WHAT THE EXERCISE ASKS: Your output should be the lines of the data that follow, reproduced exactly from the first through the line bearing "For a GIS import: Build".

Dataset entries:
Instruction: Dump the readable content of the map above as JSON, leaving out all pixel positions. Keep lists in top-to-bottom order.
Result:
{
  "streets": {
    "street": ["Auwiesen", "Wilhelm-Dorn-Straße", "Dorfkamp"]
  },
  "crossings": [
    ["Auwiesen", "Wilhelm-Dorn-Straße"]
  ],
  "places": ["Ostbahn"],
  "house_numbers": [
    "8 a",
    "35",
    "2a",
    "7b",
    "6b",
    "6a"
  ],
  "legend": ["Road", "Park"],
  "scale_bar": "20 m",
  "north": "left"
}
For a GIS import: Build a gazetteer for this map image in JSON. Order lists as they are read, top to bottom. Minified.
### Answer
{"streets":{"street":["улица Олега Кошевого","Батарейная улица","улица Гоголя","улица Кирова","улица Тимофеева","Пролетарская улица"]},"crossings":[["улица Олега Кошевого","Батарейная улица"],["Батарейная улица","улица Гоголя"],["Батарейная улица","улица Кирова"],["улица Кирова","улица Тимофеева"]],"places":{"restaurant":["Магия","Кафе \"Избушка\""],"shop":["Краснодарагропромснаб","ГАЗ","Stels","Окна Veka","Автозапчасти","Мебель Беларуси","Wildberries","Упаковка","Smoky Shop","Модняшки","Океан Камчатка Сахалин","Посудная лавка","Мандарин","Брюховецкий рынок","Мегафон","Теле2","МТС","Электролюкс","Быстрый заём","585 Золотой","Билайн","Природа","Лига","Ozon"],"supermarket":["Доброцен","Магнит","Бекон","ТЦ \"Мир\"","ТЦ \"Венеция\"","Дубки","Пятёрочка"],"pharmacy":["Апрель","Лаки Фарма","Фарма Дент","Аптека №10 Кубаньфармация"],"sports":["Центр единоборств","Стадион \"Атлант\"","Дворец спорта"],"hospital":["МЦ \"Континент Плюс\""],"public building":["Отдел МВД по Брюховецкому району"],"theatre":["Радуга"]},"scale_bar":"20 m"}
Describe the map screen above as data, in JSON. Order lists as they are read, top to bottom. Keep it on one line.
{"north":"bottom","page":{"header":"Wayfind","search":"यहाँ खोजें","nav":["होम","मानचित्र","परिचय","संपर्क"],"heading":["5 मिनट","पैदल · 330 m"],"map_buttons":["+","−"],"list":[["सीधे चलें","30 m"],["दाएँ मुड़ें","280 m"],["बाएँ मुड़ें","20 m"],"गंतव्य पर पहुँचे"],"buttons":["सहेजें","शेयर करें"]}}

ANSWER TO THIS TASK:
Instruction: Dump the readable content of the map above as JSON, leaving out all pixel positions. Keep lists in top-to-bottom order.
Result:
{
  "streets": {
    "street": ["Auwiesen", "Wilhelm-Dorn-Straße", "Dorfkamp"]
  },
  "crossings": [
    ["Auwiesen", "Wilhelm-Dorn-Straße"]
  ],
  "places": ["Ostbahn"],
  "house_numbers": [
    "8 a",
    "35",
    "2a",
    "7b",
    "6b",
    "6a"
  ],
  "legend": ["Road", "Park"],
  "scale_bar": "20 m",
  "north": "left"
}
For a GIS import: Build a gazetteer for this map image in JSON. Order lists as they are read, top to bottom. Minified.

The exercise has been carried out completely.